En dépit de son origine littéraire, le vérisme musical est né, en Italie, du désir de réaction contre l’esprit wagnérien et de l’évolution des conditions de vie attirant au théâtre un public de plus en plus étendu, sinon plus éclairé, qui pouvait voir d’un mauvais œil l’importance croissante accordée au commentaire symphonique au détriment du chant.
Comme Giovanni Verga* l’avait tenté dans ses Nouvelles paysannes (1883) et dans Cavalleria rusticana (1884), les compositeurs se sont alors donné pour objectif d’évoquer les drames de la vie courante.
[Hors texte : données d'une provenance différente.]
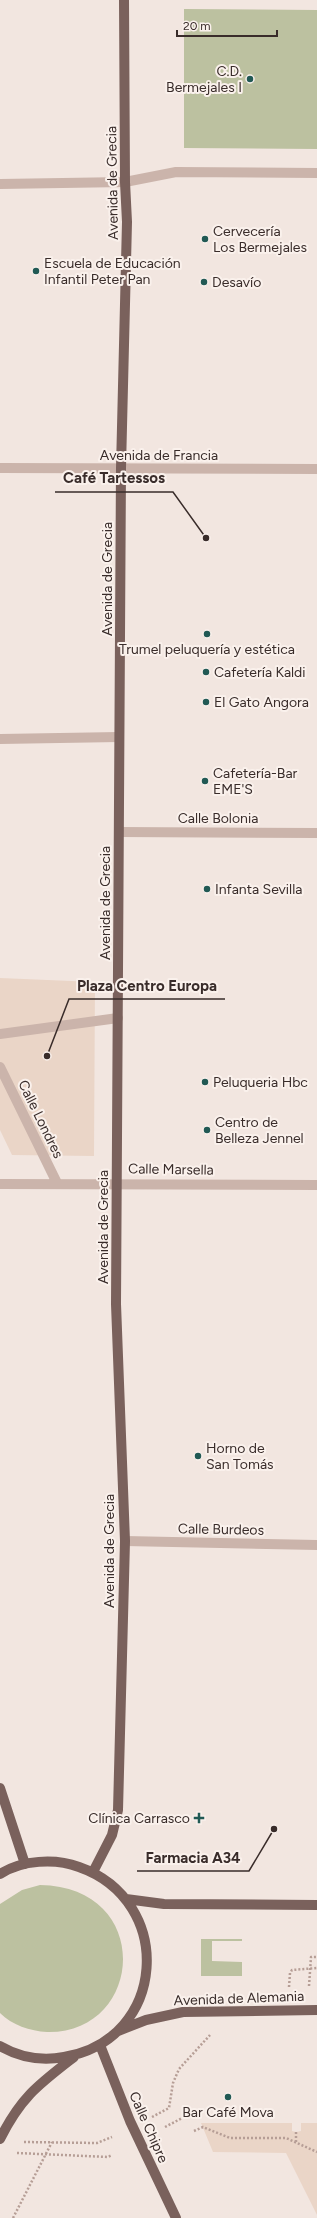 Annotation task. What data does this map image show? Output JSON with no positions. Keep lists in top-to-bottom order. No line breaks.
{"streets":{"main road":["Avenida de Grecia","Avenida de Alemania","Calle Chipre"],"street":["Avenida de Francia","Calle Bolonia","Calle Londres","Calle Marsella","Calle Burdeos"]},"crossings":[["Avenida de Grecia","Avenida de Francia"],["Avenida de Grecia","Calle Bolonia"],["Avenida de Grecia","Calle Marsella"],["Avenida de Grecia","Calle Burdeos"],["Calle Londres","Calle Marsella"]],"places":{"other":["C.D. Bermejales I","Cervecería Los Bermejales","Escuela de Educación Infantil Peter Pan","Desavío","Café Tartessos","Trumel peluquería y estética","Cafetería Kaldi","El Gato Angora","Cafetería-Bar EME'S","Infanta Sevilla","Plaza Centro Europa","Peluqueria Hbc","Centro de Belleza Jennel","Horno de San Tomás","Farmacia A34","Bar Café Mova"],"health":["Clínica Carrasco"]},"scale_bar":"20 m"}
Plus de sujets historiques ou légendaires, mais des « tranches de vie » dans lesquelles les personnages, chevaliers sans couronne et sans armures, ont des passions aussi ardentes que celles des « grands ». La musique y est mise au service de la violence dramatique sans qu’aucune préoccupation de style nuance le retour du bel canto, qu’elle se propose non plus comme un divertissement de prince, mais comme un moyen d’atteindre des auditeurs plus ou moins insensibles aux transpositions de l’art.
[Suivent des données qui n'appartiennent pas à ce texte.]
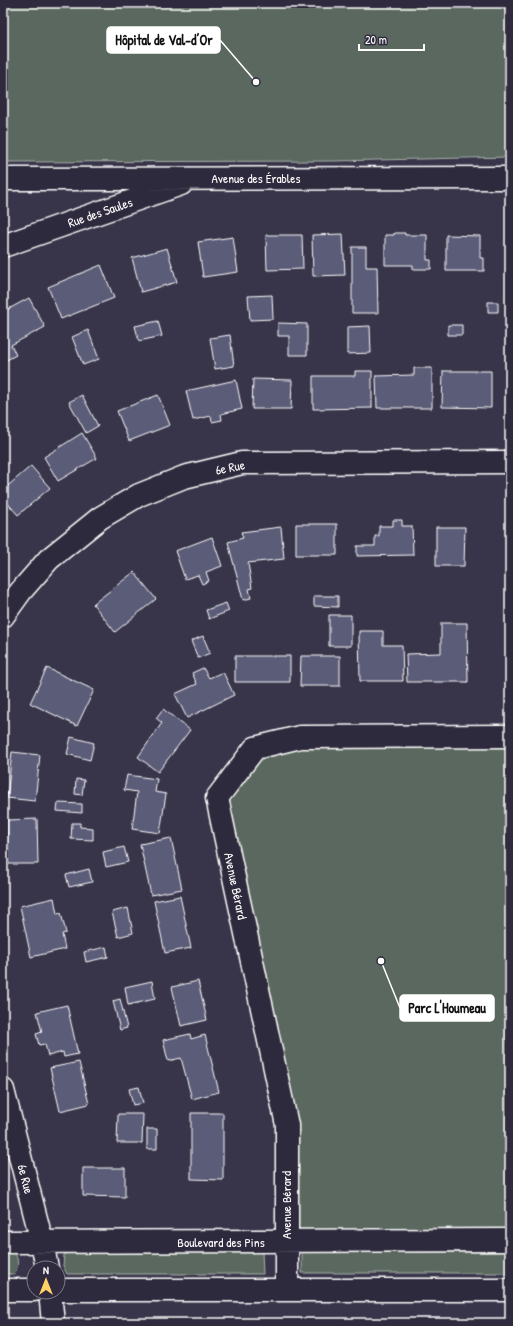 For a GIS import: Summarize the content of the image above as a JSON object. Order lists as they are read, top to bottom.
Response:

Le triomphe de la Cavalleria rusticana (1890) de Pietro Mascagni (1863-1945) consacra d’emblée cette esthétique, qui pouvait, dans une certaine mesure, se réclamer de Carmen et de La Traviata, et ouvrit les portes au Paillasse (1892) de Ruggero Leoncavallo (1858-1919), exemple de jeu tragique italien et qui fait du vérisme le sujet même du drame.
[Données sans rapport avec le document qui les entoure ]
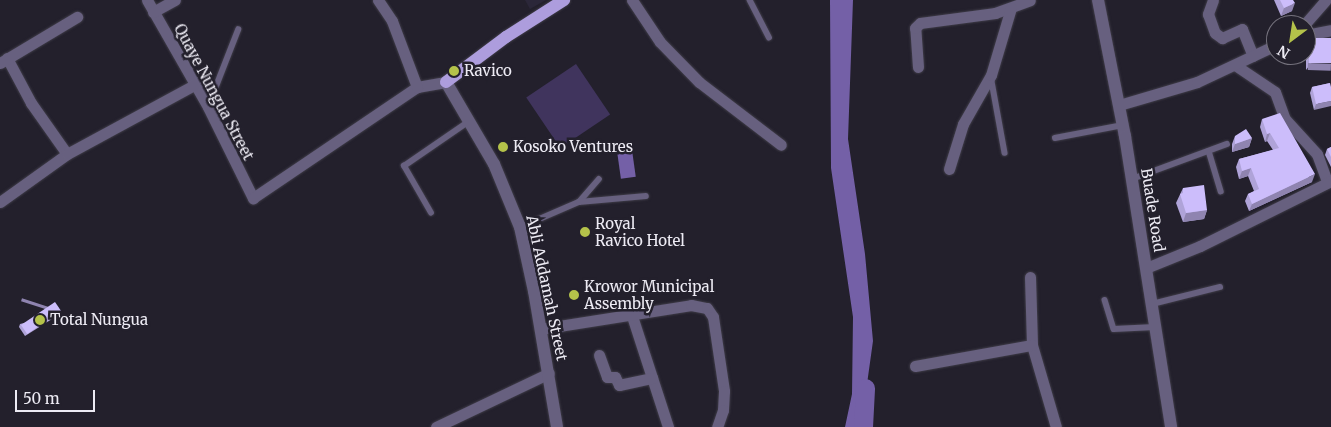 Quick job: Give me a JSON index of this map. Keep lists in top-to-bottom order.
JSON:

Après La Wally (1892) d’Alfredo Catalani (1854-1893) et Mala vita (1892) d’Umberto Giordano (1867-1948), qui tentaient, la même année, un compromis entre le romantisme de Verdi* et les formules nouvelles, Manon Lescaut (1893) de Puccini* désignait cependant une tendance à exploiter l’émotion plus que la violence et révélait l’artiste de classe, dont la Bohème (1896), Tosca (1900) et Madame Butterfly (1904) allaient faire le plus grand musicien dramatique de sa génération. Encore faut-il remarquer que Puccini, parti du légendaire Villi (1884) pour aboutir à la légendaire Turandot (1926), s’est borné à traverser le vérisme en le chargeant, instinctivement, de tout le wagnérisme possible (notamment dans Tosca) et que, très souvent, dans ses opéras, la fantaisie, l’esprit et le sens du pittoresque (servis par une grande richesse harmonique et une brillante orchestration) rachètent certaines effusions mélodiques un peu trop capiteuses. À partir de La Fanciulla del West (1910), son écriture vocale évoluera, du reste, vers le parlando et réservera de moins en moins d’importance aux manifestations militantes du bel canto.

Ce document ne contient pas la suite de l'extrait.